Knowing credit card interest rates

by Jeff 9. October 2011 02:18

 

Planning on booking that vacation of yours for the summer or maybe shopping early for your holiday present using your credit card especially because your credit limit just got increased recently, perfect. It would of course pay to understand the liabilities you get through credit card purchases especially knowing credit card interest rates so you won’t be shocked clueless when you get your billing statement at the end of the month or your billing cycle. Interest is what gets added on top of your principal purchases and more often range between 15-20% annually.

To help us understand better how interest rates affect your bill, here’s a sample computation. Take for example a purchase you made for $300 and you have an annual interest rate of 15% and a minimum payment to be made to you debt of 3%. Now remembering all those figures, for the interest rate of 15% annually (300*.15/12) gives us $3.75 and a minimum payment of (300*.03) of $9 per cut off. This translates to the point that for a purchase you make of $300 a minimum payment of $9 for the next 12 months would satisfy the debt however only $5.25 actually goes toward the principal debt because $3.75 goes toward interest rates. So doing some math on the formula with a payment of $9 for a $300 debt, you’d be able to pay that within roughly 30 years (which is of course a bit too long) nevertheless for the sake of example is correct. But with the actual payment of $5.25 per payment it would actually take you roughly 57 years to completely pay off the principal debt which is not only impractical but absurd.

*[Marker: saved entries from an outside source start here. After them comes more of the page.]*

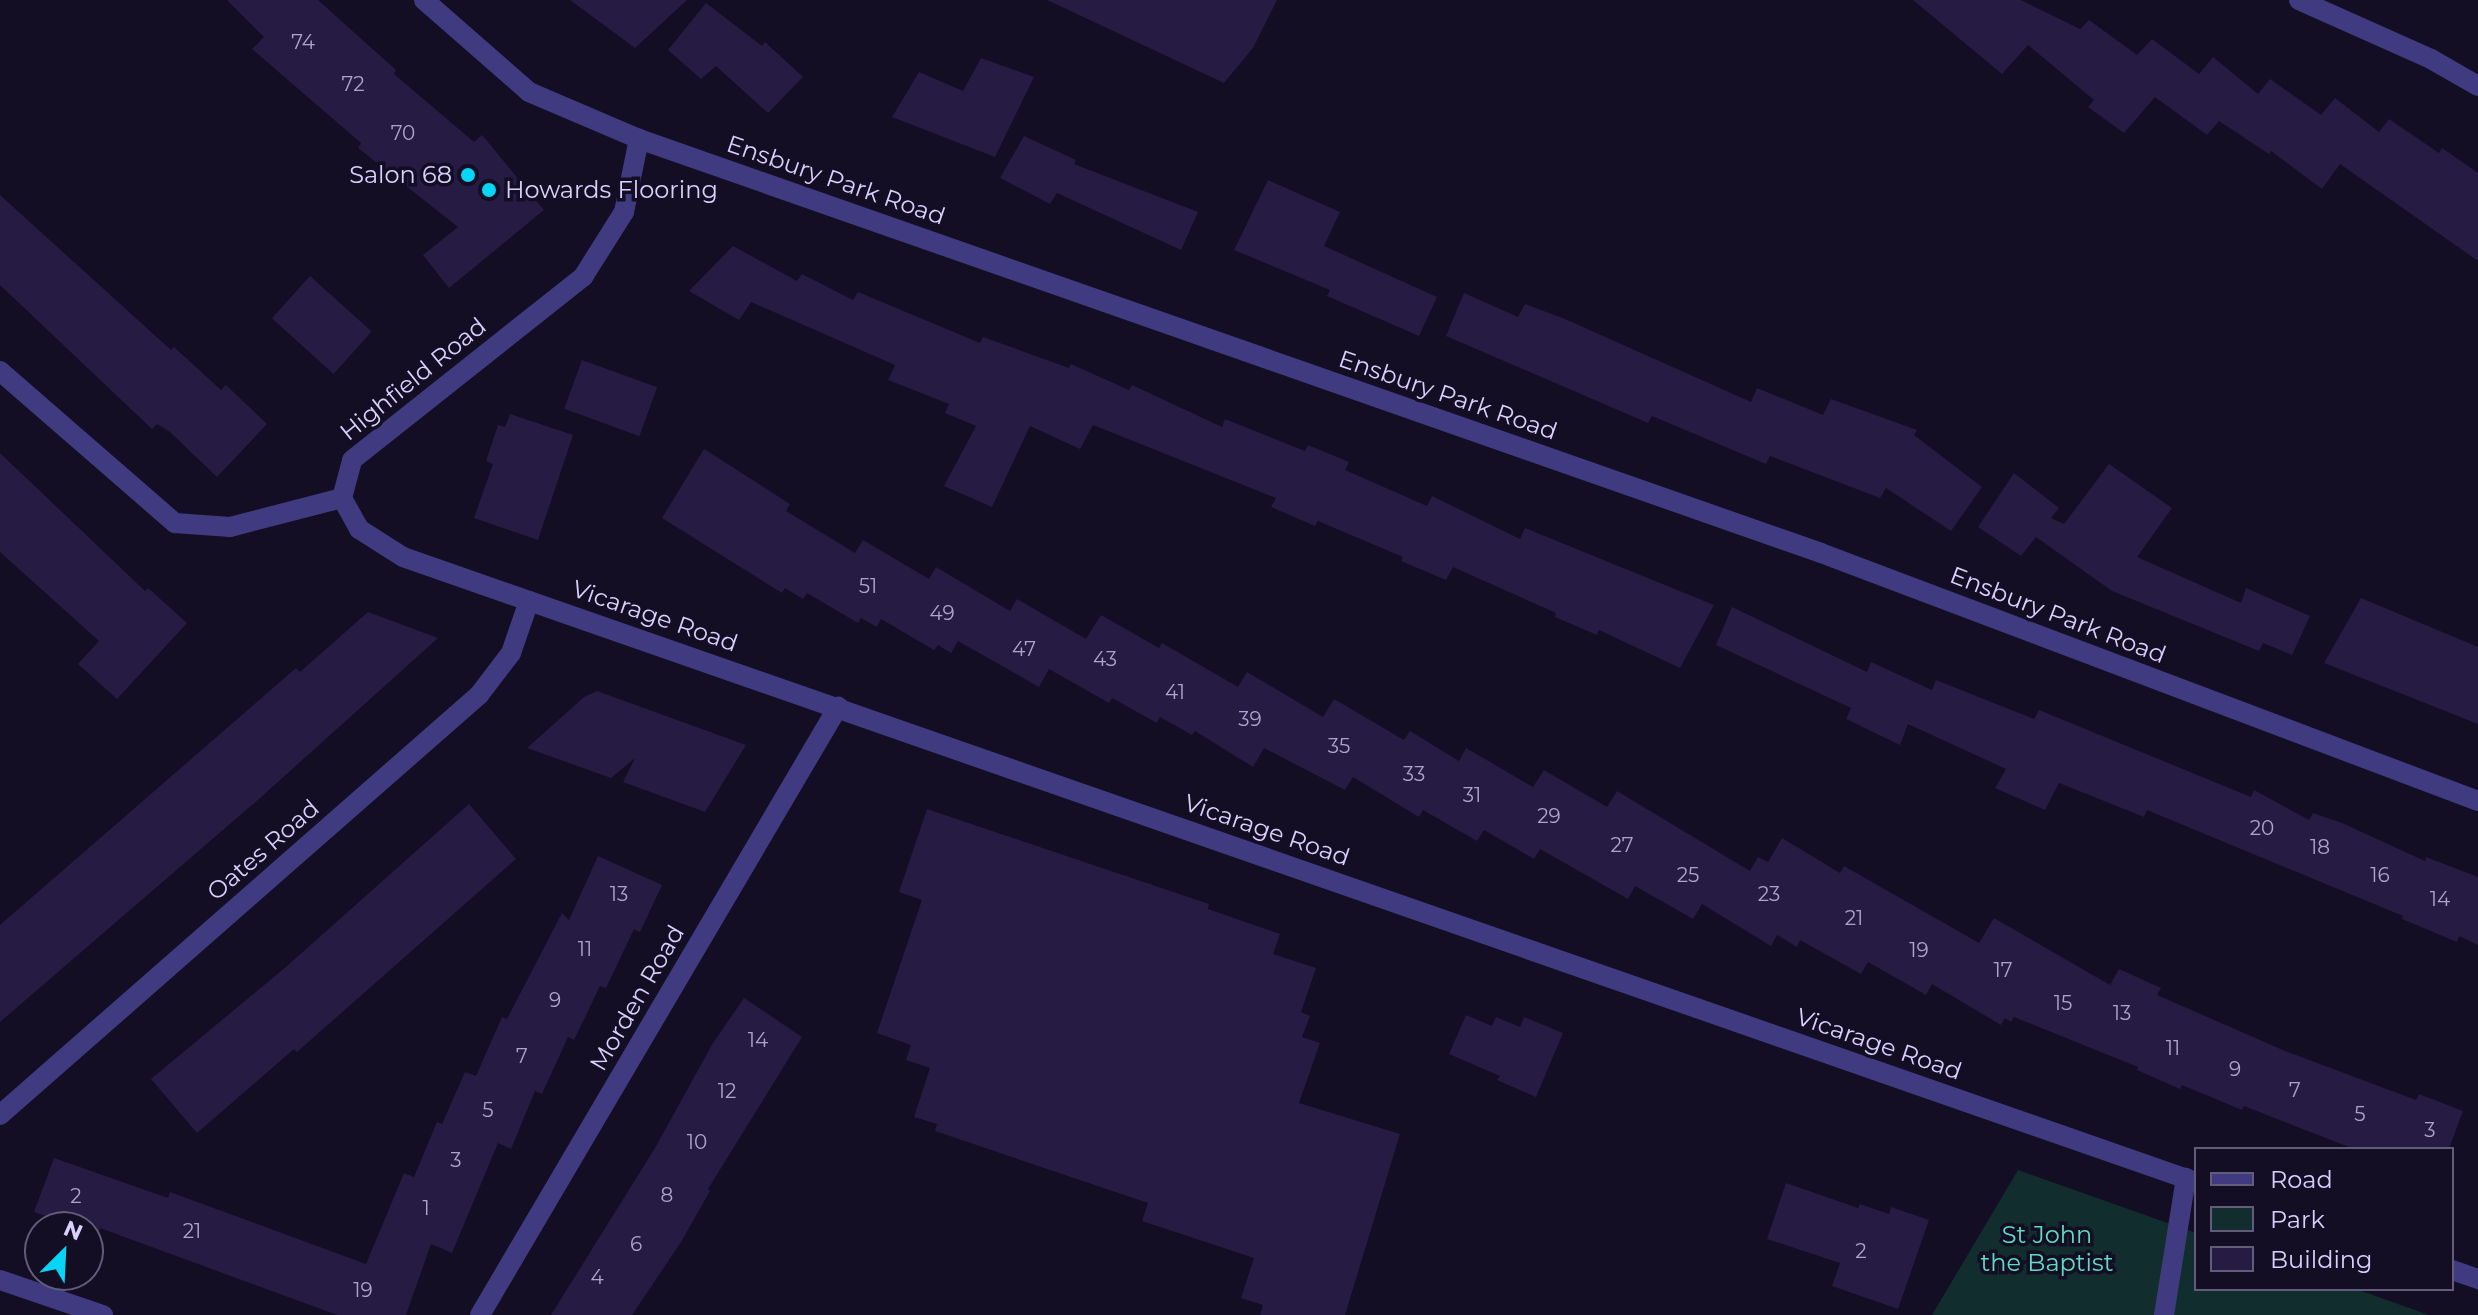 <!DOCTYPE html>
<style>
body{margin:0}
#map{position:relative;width:2478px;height:1315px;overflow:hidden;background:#130e23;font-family:Montserrat,sans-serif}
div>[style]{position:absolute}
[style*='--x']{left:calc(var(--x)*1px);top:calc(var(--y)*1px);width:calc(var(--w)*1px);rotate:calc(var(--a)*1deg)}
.green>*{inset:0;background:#122d2d}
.building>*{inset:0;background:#251b43;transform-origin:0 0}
.minor>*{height:20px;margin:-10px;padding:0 10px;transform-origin:10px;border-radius:10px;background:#403b81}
.dots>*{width:22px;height:22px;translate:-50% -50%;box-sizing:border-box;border:4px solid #130e23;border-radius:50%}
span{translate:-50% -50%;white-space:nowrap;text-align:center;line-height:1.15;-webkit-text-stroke:7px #130e23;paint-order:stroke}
.number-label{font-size:20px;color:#aba4cf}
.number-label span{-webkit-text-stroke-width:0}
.poi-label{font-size:24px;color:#d8d1fe}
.right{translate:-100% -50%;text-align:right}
.left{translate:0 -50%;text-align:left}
.street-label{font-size:24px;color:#d8d1fe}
.park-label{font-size:24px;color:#5fdcc1}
.legend{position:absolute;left:2194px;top:1147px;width:260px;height:144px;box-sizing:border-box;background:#130e23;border:2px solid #625c7b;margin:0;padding:10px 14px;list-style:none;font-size:24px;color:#d8d1fe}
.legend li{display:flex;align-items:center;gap:16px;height:40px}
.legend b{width:40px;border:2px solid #625c7b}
.north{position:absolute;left:24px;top:1211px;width:80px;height:80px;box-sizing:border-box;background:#130e23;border:2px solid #625c7b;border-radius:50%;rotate:24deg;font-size:22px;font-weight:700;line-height:32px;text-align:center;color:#d8d1fe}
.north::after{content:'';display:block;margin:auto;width:28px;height:36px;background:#06d5f5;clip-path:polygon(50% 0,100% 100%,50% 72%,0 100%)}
</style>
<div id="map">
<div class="green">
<i style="clip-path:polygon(2018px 1170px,2196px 1233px,2196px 1289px,2356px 1289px,2429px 1315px,1932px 1315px)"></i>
</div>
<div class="building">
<i style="clip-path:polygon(227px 0,318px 0,396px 70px,394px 74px,474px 142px,482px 135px,544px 210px,449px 288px,423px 255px,458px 227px,358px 148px,361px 143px,252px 49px,264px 37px)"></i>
<i style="clip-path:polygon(570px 0,687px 0,635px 48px)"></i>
<i style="clip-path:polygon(1047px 0,1277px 0,1253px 48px,1224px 83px)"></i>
<i style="clip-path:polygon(1913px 0,2021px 0,2080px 29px,2089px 20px,2137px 55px,2152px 39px,2199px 74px,2213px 57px,2258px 94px,2270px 79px,2321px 115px,2335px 98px,2379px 132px,2389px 119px,2439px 153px,2442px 148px,2478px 173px,2478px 261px,2340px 164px,2322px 189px,2271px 151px,2269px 154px,2219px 121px,2207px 135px,2155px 97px,2124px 133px,2088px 107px,2094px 100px,2028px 45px,2002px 74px)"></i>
<i style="clip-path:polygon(706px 3px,762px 46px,765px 42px,803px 77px,768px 113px,716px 66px,701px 79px,668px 50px)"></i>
<i style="clip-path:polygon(981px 58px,1034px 77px,995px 157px,892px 117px,919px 72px,963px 91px)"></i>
<i style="clip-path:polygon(1024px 136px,1076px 160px,1074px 164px,1198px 212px,1181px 250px,1057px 193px,1050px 204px,1000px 178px)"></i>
<i style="clip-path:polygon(1268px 180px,1340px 212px,1324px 246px,1437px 297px,1419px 336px,1327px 296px,1330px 290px,1234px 250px)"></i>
<i style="clip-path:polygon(0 195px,171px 350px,174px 347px,221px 390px,226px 385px,267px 424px,217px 477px,170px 432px,157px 424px,152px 429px,0 285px)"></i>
<i style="clip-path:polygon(733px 246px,797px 281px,802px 274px,853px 300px,858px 292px,980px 343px,983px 337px,1069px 368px,1071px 364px,1129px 390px,1132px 385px,1222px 427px,1225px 419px,1305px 451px,1308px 445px,1349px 462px,1345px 470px,1427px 506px,1432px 496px,1520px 539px,1525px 528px,1714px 605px,1680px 668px,1599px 630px,1597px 635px,1555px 617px,1556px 613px,1453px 567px,1446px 580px,1401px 561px,1403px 557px,1318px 521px,1315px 526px,1271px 507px,1276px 498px,1093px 425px,1080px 449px,1030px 426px,992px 507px,944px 486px,976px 426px,945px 413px,949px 404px,888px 380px,895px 365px,751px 302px,739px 320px,689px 291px)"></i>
<i style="left:310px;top:276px;width:83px;height:57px;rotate:42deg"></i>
<i style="clip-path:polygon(1464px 293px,1518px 317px,1525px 304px,1565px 319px,1751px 402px,1757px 388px,1823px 415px,1831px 399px,1917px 430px,1914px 435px,1982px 487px,1951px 531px,1886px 488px,1880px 498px,1770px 456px,1766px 464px,1652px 416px,1648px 423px,1446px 336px)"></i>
<i style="left:582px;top:360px;width:80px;height:52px;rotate:20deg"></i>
<i style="clip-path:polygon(510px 414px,573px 435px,538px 540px,474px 518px,493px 464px,486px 461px,498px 425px,505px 427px)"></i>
<i style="clip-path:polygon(704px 449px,790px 504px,786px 511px,855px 553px,863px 540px,929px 579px,936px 567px,1010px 611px,1017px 599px,1086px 639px,1101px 615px,1159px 648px,1162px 643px,1238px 687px,1247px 672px,1323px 717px,1334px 699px,1404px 740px,1410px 731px,1459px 761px,1466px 748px,1533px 787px,1544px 770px,1607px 807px,1617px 791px,1750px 871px,1758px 857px,1768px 862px,1782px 838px,1840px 873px,1844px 866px,1979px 943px,1994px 918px,2110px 985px,2119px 969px,2161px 988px,2157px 995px,2285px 1051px,2416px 1100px,2419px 1094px,2463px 1111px,2449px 1149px,2354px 1149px,2244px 1106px,2242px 1110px,2182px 1085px,2180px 1089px,2137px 1070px,2138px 1067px,2014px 1017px,2011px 1022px,2005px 1018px,2001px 1025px,1932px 984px,1926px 995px,1868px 962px,1861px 974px,1800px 940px,1797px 947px,1777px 935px,1771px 946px,1702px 904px,1693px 919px,1635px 886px,1628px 899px,1540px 849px,1534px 859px,1484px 830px,1477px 841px,1423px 810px,1419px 817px,1353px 777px,1345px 790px,1264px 748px,1253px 767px,1195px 731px,1192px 735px,1160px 717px,1157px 723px,1112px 698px,1109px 703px,1049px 669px,1039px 687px,958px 641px,951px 653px,938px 645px,934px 650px,881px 619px,877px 627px,861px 618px,858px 623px,807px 593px,803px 599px,785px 588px,782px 593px,662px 518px)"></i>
<i style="clip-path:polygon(0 453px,145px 591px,148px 588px,187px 623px,117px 699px,78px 664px,99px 641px,0 552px)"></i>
<i style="clip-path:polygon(2109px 464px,2172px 508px,2137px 557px,2241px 603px,2246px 588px,2310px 616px,2292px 655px,2263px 643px,2259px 651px,2112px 591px,2036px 537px,2021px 556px,1978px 527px,2014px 473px,2059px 508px,2051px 518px,2064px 524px)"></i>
<i style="clip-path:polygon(2361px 598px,2478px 647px,2478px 724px,2324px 663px)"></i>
<i style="clip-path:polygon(1732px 607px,1867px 672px,1871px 662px,1932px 690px,1936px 680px,2034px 719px,2039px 710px,2251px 797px,2254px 790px,2309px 820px,2313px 813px,2342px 823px,2425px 861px,2426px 857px,2478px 877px,2478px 945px,2459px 936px,2457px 942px,2402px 919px,2403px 916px,2147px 810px,2144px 817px,2059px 783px,2045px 810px,1995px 788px,2006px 769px,1908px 724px,1900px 745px,1846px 719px,1851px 708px,1716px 645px)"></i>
<i style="clip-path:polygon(368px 612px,438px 638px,259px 799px,0 1022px,0 925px,296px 668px,300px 672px)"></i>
<i style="clip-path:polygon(597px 691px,746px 745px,705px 812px,623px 782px,635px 758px,611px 778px,527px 748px,584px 697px)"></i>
<i style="clip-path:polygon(469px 804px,516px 859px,297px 1052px,294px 1049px,197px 1133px,151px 1079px,287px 966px)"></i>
<i style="clip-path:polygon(927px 809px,1209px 904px,1208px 909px,1280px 934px,1273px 954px,1316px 968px,1301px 1012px,1310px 1016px,1302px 1037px,1320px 1043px,1299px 1103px,1400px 1134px,1345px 1315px,1260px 1315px,1263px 1305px,1241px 1298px,1254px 1258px,1142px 1221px,1148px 1203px,935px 1131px,937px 1124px,914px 1117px,930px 1068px,906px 1060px,911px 1045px,877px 1033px,922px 900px,899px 892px)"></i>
<i style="clip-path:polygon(598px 856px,662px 885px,640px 932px,634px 929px,606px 988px,600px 986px,574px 1040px,568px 1037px,542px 1094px,535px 1091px,511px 1149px,498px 1143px,452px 1253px,431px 1244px,406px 1315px,337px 1315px,100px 1228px,98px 1234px,88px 1231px,88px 1227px,77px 1227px,34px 1212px,54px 1158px,168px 1198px,170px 1192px,366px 1264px,404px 1173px,414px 1177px,437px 1122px,442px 1124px,465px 1072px,476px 1076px,502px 1017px,507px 1019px,562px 913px,569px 920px)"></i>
<i style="clip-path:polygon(744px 998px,802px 1037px,708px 1189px,710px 1191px,681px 1242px,632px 1315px,551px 1315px,655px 1148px,713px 1043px)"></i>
<i style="clip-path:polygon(1466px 1015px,1492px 1026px,1496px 1017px,1520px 1027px,1524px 1017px,1563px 1033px,1536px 1097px,1497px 1080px,1500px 1076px,1449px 1054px)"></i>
<i style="clip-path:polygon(1786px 1183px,1858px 1208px,1860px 1204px,1889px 1214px,1891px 1207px,1929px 1220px,1898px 1309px,1832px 1286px,1840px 1263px,1767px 1239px)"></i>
</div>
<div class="minor">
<i style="--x:424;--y:0;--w:140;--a:41.2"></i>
<i style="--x:529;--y:92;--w:120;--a:23.1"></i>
<i style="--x:639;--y:139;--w:1252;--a:19.3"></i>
<i style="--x:1821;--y:553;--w:702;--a:20.68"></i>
<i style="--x:2299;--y:0;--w:145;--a:24.1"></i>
<i style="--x:2431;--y:59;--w:54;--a:29.9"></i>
<i style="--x:0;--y:371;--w:232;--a:41"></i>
<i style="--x:175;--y:523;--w:55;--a:4.2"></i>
<i style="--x:230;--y:527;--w:116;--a:-14.5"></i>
<i style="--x:342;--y:498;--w:39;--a:-75"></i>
<i style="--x:352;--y:460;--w:295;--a:-38.4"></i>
<i style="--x:583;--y:277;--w:77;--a:-57.8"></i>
<i style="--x:624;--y:212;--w:75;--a:-78.4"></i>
<i style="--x:342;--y:498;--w:35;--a:61"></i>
<i style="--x:359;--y:529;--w:52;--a:32.5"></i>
<i style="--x:403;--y:557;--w:1899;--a:19.22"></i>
<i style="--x:0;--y:1115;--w:637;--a:-41.25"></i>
<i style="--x:479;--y:695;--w:53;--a:-52.7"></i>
<i style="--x:511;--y:653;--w:55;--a:-70.9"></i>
<i style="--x:2452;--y:1270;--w:28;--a:19"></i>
<i style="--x:0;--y:1280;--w:109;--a:18.8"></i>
<i style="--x:480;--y:1315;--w:706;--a:-59.51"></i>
<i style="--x:2164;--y:1315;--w:139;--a:-80.9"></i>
</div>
<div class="dots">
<i style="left:468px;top:175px;background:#06d5f5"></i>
<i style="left:489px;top:190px;background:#06d5f5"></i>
</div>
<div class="number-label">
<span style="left:303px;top:42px">74</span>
<span style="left:353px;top:84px">72</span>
<span style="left:403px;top:133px">70</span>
<span style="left:868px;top:586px">51</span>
<span style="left:942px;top:613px">49</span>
<span style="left:1024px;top:649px">47</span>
<span style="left:1105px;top:659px">43</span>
<span style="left:1175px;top:692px">41</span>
<span style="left:1250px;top:719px">39</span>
<span style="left:1339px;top:746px">35</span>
<span style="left:1414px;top:774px">33</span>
<span style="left:1472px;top:795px">31</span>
<span style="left:1549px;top:816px">29</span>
<span style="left:2262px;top:828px">20</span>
<span style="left:1622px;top:845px">27</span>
<span style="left:2320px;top:847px">18</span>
<span style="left:1688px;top:875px">25</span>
<span style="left:2380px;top:875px">16</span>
<span style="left:619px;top:894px">13</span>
<span style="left:1769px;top:894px">23</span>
<span style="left:2440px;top:899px">14</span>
<span style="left:1854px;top:918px">21</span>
<span style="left:585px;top:949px">11</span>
<span style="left:1919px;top:950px">19</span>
<span style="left:2003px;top:970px">17</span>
<span style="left:555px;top:1000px">9</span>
<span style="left:2063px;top:1003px">15</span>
<span style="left:2122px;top:1013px">13</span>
<span style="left:758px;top:1040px">14</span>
<span style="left:2173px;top:1048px">11</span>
<span style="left:522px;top:1056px">7</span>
<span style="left:2235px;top:1069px">9</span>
<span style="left:2295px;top:1090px">7</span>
<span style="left:727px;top:1091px">12</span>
<span style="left:488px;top:1110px">5</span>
<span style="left:2360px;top:1114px">5</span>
<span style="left:2430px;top:1130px">3</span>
<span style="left:697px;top:1142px">10</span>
<span style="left:456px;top:1160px">3</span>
<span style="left:667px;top:1195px">8</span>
<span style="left:76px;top:1196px">2</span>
<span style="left:426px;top:1208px">1</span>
<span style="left:192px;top:1231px">21</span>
<span style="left:636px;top:1244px">6</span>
<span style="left:1861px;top:1251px">2</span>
<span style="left:597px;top:1277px">4</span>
<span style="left:363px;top:1290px">19</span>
</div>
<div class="poi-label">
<span class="right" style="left:452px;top:175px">Salon 68</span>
<span class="left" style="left:505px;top:190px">Howards Flooring</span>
</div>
<div class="street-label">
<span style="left:836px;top:180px;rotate:19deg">Ensbury Park Road</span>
<span style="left:413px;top:379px;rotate:-39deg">Highfield Road</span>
<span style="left:1448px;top:395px;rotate:19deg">Ensbury Park Road</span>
<span style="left:2058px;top:615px;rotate:21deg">Ensbury Park Road</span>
<span style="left:655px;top:616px;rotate:19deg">Vicarage Road</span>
<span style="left:1267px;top:830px;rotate:19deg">Vicarage Road</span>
<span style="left:263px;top:850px;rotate:-41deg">Oates Road</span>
<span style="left:637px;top:998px;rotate:-60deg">Morden Road</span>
<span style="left:1879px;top:1044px;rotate:19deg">Vicarage Road</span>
</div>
<div class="park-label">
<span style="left:2047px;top:1249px">St John<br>the Baptist</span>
</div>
<ul class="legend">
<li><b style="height:10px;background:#403b81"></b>Road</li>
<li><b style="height:22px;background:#122d2d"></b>Park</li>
<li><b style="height:22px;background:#251b43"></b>Building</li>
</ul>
<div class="north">N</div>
</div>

Basically, this only goes to show that interest rates strongly affect the amount you have to pay and deal with especially with bigger purchases. It would take an average individual to pay his debt around 2-3 years or even longer simply because not enough emphasis and understanding is shown to interest rates. Sure it’s just a fraction added toward the money I borrowed for making the purchase wherein in reality it’s a lot more to that. A good rule of thumb is to pay more than the minimum payment required. That way you could satisfy the interest rate requirement and at the same time cut down on the principal debt amount. This would be beneficial for you in the long run making it possible to eliminate the debt in a shorter span of time.

The next time you swipe your card through for a purchase knowing your credit card interest rates would go the extra mile giving you a heads up on the bill you should expect. As the saying goes, prevention is far better than the cure and avoiding debt early on would save you the hassles of going through debt management in the later part.